#### How to complete this task:
Whenever the word "service" shows up in a line of the data, copy that line.

#### Working data:
__________
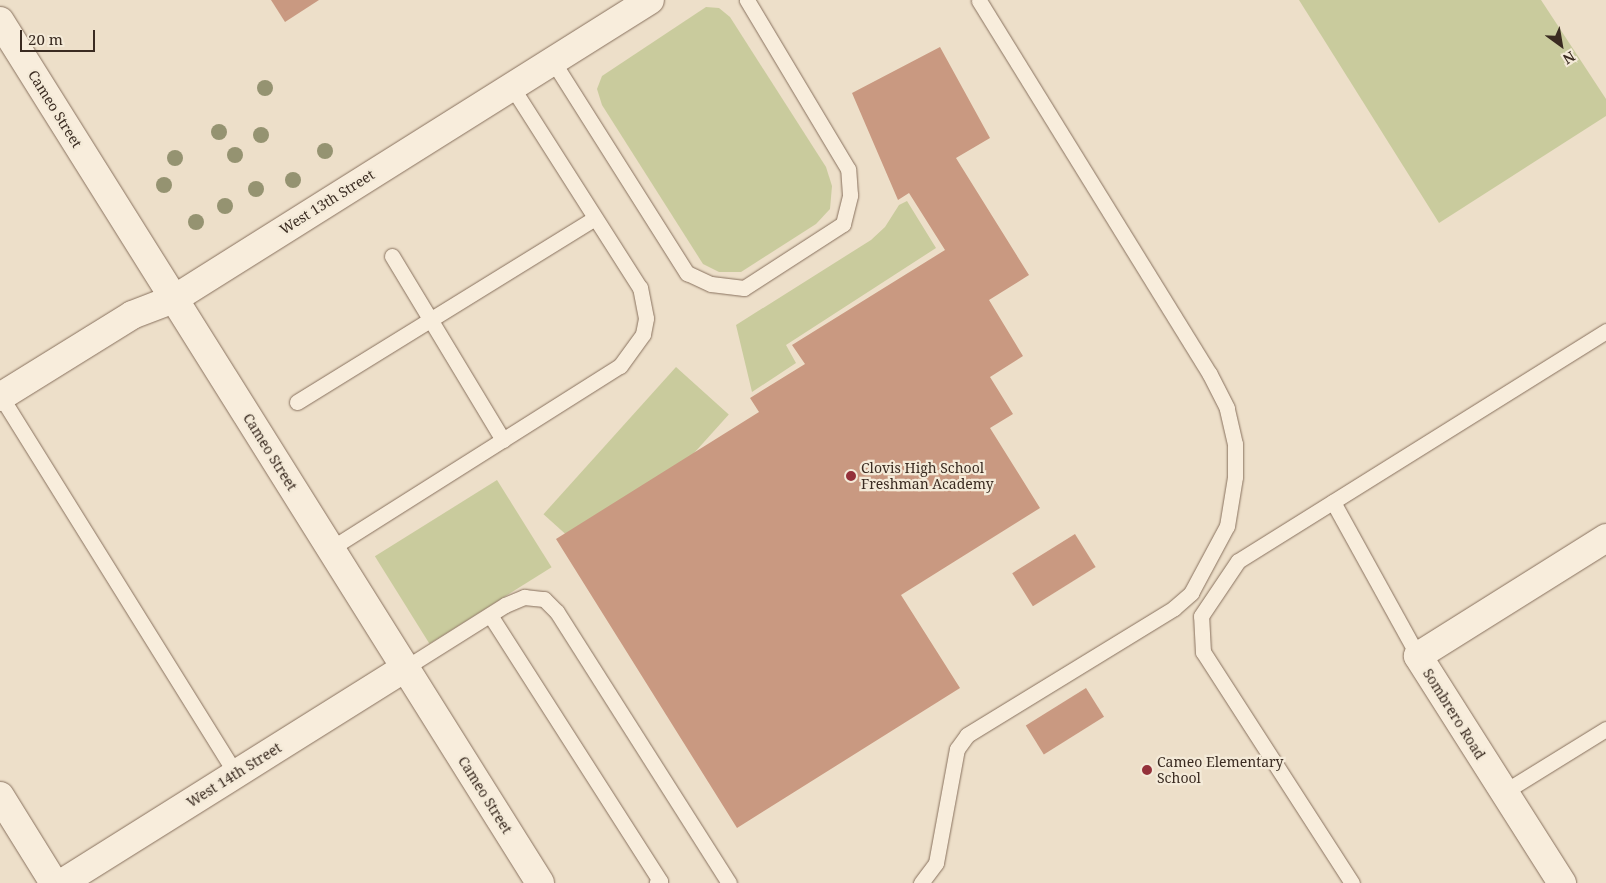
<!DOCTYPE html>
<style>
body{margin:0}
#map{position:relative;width:1606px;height:883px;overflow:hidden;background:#eddfc9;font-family:"Noto Serif",serif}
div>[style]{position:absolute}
.green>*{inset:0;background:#c9cb9d;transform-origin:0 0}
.building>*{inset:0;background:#c99981;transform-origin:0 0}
.roads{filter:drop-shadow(0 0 1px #88715e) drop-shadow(0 0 1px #88715e)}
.service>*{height:15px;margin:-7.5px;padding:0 7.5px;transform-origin:7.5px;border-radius:7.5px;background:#f8eddc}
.minor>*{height:28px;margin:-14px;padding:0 14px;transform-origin:14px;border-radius:14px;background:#f8eddc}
.tertiary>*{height:28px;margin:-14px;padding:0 14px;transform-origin:14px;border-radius:14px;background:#f8eddc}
.trees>*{width:16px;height:16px;margin:-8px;border-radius:50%;background:#959371}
.dots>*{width:14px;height:14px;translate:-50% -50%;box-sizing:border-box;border:2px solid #f4ead8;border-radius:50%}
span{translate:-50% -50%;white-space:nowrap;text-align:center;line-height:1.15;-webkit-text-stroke:4.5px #f4ead8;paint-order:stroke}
.street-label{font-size:14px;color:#3a2b21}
.poi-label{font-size:14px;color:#3a2b21}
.left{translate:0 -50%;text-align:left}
.north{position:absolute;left:1536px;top:20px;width:50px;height:50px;-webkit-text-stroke:4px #f4ead8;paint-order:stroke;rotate:148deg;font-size:14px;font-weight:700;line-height:20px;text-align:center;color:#3a2b21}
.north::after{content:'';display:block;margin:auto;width:18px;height:22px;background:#3a2b21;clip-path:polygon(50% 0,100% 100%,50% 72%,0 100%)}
.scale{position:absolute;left:20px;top:30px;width:75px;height:22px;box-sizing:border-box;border:2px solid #3a2b21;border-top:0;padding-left:6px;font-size:15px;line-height:18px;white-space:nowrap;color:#3a2b21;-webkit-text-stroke:4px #f4ead8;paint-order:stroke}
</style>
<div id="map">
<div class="green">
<div style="clip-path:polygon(1299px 0,1541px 0,1606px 99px,1606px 116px,1439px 223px)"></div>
<div style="clip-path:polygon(706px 7px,719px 8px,730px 17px,826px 167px,832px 186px,830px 209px,816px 224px,741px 272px,719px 272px,703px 264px,602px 105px,597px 89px,602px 76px)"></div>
<div style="clip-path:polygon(907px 201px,936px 248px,786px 345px,796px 363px,752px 392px,736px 325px,871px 240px,885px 227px,899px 205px)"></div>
<div style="left:676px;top:367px;width:71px;height:198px;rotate:42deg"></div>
<div style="left:497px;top:480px;width:103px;height:144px;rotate:58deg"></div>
</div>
<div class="building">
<div style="clip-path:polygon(271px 0,319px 0,285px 22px)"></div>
<div style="clip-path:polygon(940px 47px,990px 138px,956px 158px,1029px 275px,989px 300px,1023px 356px,990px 377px,1013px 414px,990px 428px,1040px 508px,901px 595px,960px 688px,737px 828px,556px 539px,759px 412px,750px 398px,805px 364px,792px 345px,945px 250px,909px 193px,898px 200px,852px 93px)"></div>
<div style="left:1075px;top:534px;width:39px;height:74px;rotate:58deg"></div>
<div style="left:1086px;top:688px;width:34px;height:71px;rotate:58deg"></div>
</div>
<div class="roads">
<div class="service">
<div style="left:554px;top:63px;width:249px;rotate:57.7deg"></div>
<div style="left:687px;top:273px;width:26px;rotate:25deg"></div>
<div style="left:711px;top:284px;width:33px;rotate:7deg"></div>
<div style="left:744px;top:288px;width:118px;rotate:-32.9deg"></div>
<div style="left:843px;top:224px;width:30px;rotate:-76deg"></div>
<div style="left:850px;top:195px;width:26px;rotate:-94deg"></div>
<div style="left:848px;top:169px;width:197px;rotate:-120.9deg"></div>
<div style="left:392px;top:256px;width:215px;rotate:58.9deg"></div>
<div style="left:0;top:395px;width:446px;rotate:58.1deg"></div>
<div style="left:297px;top:402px;width:350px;rotate:-31.7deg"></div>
<div style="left:1333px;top:502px;width:176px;rotate:61.1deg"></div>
<div style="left:330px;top:549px;width:343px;rotate:-32.3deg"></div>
<div style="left:620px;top:366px;width:39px;rotate:-54deg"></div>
<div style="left:643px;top:334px;width:16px;rotate:-79deg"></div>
<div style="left:646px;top:318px;width:31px;rotate:-101deg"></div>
<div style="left:640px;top:288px;width:238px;rotate:-122.5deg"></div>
<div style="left:490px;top:615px;width:316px;rotate:57.4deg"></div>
<div style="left:660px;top:881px;width:4px;rotate:146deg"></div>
<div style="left:405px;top:668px;width:118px;rotate:-32.2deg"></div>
<div style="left:505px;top:605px;width:21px;rotate:-23deg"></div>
<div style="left:524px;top:597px;width:20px;rotate:6deg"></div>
<div style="left:544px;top:599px;width:18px;rotate:45deg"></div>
<div style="left:557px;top:612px;width:321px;rotate:57.6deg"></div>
<div style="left:1504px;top:792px;width:120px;rotate:-31.7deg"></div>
<div style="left:921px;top:883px;width:25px;rotate:-53deg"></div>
<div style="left:936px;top:863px;width:116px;rotate:-79.6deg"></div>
<div style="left:957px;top:749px;width:17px;rotate:-54deg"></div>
<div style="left:967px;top:735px;width:243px;rotate:-31.5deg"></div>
<div style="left:1174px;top:608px;width:23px;rotate:-41deg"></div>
<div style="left:1191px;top:593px;width:76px;rotate:-61.8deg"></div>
<div style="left:1227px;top:526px;width:50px;rotate:-80.7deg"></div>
<div style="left:1235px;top:477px;width:33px;rotate:-90deg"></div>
<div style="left:1235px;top:444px;width:37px;rotate:-103deg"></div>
<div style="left:1227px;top:408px;width:39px;rotate:-117deg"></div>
<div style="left:1209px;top:373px;width:438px;rotate:-121.7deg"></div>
<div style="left:1352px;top:883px;width:275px;rotate:-122.8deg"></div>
<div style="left:1203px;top:652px;width:36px;rotate:-93deg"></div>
<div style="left:1201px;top:616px;width:66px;rotate:-56.1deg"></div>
<div style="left:1238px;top:561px;width:434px;rotate:-32deg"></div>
</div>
<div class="minor">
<div style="left:0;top:397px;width:155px;rotate:-31.8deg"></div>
<div style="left:132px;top:315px;width:45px;rotate:-20.9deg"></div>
<div style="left:174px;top:299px;width:562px;rotate:-32.14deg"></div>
<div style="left:0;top:796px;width:102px;rotate:58.2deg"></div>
<div style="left:1562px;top:883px;width:269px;rotate:-122.4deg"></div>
<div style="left:1418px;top:656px;width:222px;rotate:-32.1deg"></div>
</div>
<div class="tertiary">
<div style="left:0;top:21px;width:1017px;rotate:57.93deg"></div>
<div style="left:62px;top:883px;width:405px;rotate:-32.1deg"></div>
</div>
</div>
<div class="trees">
<div style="left:265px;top:88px"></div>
<div style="left:219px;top:132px"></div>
<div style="left:261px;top:135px"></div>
<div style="left:325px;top:151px"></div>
<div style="left:235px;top:155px"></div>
<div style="left:175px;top:158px"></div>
<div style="left:293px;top:180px"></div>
<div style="left:164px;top:185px"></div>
<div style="left:256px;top:189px"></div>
<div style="left:225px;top:206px"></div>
<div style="left:196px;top:222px"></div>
</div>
<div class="dots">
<div style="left:851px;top:476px;background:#94313a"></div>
<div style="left:1147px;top:770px;background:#94313a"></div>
</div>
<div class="street-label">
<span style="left:55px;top:109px;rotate:58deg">Cameo Street</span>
<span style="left:327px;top:202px;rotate:-32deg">West 13th Street</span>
<span style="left:270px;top:452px;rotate:58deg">Cameo Street</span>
<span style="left:1454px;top:714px;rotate:58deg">Sombrero Road</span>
<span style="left:234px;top:775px;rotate:-32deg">West 14th Street</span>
<span style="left:485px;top:795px;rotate:58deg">Cameo Street</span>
</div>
<div class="poi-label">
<span class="left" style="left:861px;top:476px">Clovis High School<br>Freshman Academy</span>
<span class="left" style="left:1157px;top:770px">Cameo Elementary<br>School</span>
</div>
<div class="north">N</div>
<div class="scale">20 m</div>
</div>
__________
#### Written response:
.service>*{height:15px;margin:-7.5px;padding:0 7.5px;transform-origin:7.5px;border-radius:7.5px;background:#f8eddc}
<div class="service">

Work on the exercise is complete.